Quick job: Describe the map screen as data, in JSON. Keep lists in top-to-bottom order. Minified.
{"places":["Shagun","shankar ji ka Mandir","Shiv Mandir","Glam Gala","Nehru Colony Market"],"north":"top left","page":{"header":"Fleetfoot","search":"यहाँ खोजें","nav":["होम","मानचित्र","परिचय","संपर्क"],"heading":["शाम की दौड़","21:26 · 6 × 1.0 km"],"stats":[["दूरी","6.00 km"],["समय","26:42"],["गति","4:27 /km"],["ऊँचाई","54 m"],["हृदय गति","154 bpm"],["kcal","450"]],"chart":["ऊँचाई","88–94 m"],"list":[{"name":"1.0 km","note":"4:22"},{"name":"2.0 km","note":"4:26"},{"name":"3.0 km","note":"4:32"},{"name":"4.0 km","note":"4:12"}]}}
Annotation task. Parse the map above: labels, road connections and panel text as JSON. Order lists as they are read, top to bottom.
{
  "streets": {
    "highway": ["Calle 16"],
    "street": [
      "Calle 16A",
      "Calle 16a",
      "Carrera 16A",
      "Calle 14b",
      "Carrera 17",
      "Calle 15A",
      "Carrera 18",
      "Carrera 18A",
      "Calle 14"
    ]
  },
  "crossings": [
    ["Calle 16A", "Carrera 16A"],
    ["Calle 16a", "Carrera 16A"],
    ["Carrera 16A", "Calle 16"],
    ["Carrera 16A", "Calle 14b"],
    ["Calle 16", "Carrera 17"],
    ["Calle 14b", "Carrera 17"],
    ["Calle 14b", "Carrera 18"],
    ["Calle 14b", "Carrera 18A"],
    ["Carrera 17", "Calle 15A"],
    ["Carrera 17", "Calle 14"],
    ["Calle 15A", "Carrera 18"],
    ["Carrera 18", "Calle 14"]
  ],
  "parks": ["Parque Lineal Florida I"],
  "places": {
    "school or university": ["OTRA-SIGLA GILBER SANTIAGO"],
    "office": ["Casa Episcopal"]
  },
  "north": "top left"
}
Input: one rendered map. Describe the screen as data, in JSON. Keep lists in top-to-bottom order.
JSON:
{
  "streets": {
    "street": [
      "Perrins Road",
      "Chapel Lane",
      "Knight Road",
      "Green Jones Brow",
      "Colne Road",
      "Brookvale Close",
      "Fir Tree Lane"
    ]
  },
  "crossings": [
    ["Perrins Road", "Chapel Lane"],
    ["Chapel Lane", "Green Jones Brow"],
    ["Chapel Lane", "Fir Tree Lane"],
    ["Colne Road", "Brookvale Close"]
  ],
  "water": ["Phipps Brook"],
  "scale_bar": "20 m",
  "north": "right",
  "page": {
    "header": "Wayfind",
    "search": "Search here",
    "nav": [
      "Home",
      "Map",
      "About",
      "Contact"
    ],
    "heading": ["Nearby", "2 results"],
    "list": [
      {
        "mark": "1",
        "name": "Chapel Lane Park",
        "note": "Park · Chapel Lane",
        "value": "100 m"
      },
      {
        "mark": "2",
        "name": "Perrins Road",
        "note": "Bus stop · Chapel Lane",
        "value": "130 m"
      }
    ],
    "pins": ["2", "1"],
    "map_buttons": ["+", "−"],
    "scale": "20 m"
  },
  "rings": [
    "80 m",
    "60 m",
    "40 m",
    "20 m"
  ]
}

· · · ·

• **Task statement**
Copy out each record word for word.

• **Response to this task**
Quick job: Describe the map screen as data, in JSON. Keep lists in top-to-bottom order. Minified.
{"places":["Shagun","shankar ji ka Mandir","Shiv Mandir","Glam Gala","Nehru Colony Market"],"north":"top left","page":{"header":"Fleetfoot","search":"यहाँ खोजें","nav":["होम","मानचित्र","परिचय","संपर्क"],"heading":["शाम की दौड़","21:26 · 6 × 1.0 km"],"stats":[["दूरी","6.00 km"],["समय","26:42"],["गति","4:27 /km"],["ऊँचाई","54 m"],["हृदय गति","154 bpm"],["kcal","450"]],"chart":["ऊँचाई","88–94 m"],"list":[{"name":"1.0 km","note":"4:22"},{"name":"2.0 km","note":"4:26"},{"name":"3.0 km","note":"4:32"},{"name":"4.0 km","note":"4:12"}]}}
Annotation task. Parse the map above: labels, road connections and panel text as JSON. Order lists as they are read, top to bottom.
{
  "streets": {
    "highway": ["Calle 16"],
    "street": [
      "Calle 16A",
      "Calle 16a",
      "Carrera 16A",
      "Calle 14b",
      "Carrera 17",
      "Calle 15A",
      "Carrera 18",
      "Carrera 18A",
      "Calle 14"
    ]
  },
  "crossings": [
    ["Calle 16A", "Carrera 16A"],
    ["Calle 16a", "Carrera 16A"],
    ["Carrera 16A", "Calle 16"],
    ["Carrera 16A", "Calle 14b"],
    ["Calle 16", "Carrera 17"],
    ["Calle 14b", "Carrera 17"],
    ["Calle 14b", "Carrera 18"],
    ["Calle 14b", "Carrera 18A"],
    ["Carrera 17", "Calle 15A"],
    ["Carrera 17", "Calle 14"],
    ["Calle 15A", "Carrera 18"],
    ["Carrera 18", "Calle 14"]
  ],
  "parks": ["Parque Lineal Florida I"],
  "places": {
    "school or university": ["OTRA-SIGLA GILBER SANTIAGO"],
    "office": ["Casa Episcopal"]
  },
  "north": "top left"
}
Input: one rendered map. Describe the screen as data, in JSON. Keep lists in top-to-bottom order.
JSON:
{
  "streets": {
    "street": [
      "Perrins Road",
      "Chapel Lane",
      "Knight Road",
      "Green Jones Brow",
      "Colne Road",
      "Brookvale Close",
      "Fir Tree Lane"
    ]
  },
  "crossings": [
    ["Perrins Road", "Chapel Lane"],
    ["Chapel Lane", "Green Jones Brow"],
    ["Chapel Lane", "Fir Tree Lane"],
    ["Colne Road", "Brookvale Close"]
  ],
  "water": ["Phipps Brook"],
  "scale_bar": "20 m",
  "north": "right",
  "page": {
    "header": "Wayfind",
    "search": "Search here",
    "nav": [
      "Home",
      "Map",
      "About",
      "Contact"
    ],
    "heading": ["Nearby", "2 results"],
    "list": [
      {
        "mark": "1",
        "name": "Chapel Lane Park",
        "note": "Park · Chapel Lane",
        "value": "100 m"
      },
      {
        "mark": "2",
        "name": "Perrins Road",
        "note": "Bus stop · Chapel Lane",
        "value": "130 m"
      }
    ],
    "pins": ["2", "1"],
    "map_buttons": ["+", "−"],
    "scale": "20 m"
  },
  "rings": [
    "80 m",
    "60 m",
    "40 m",
    "20 m"
  ]
}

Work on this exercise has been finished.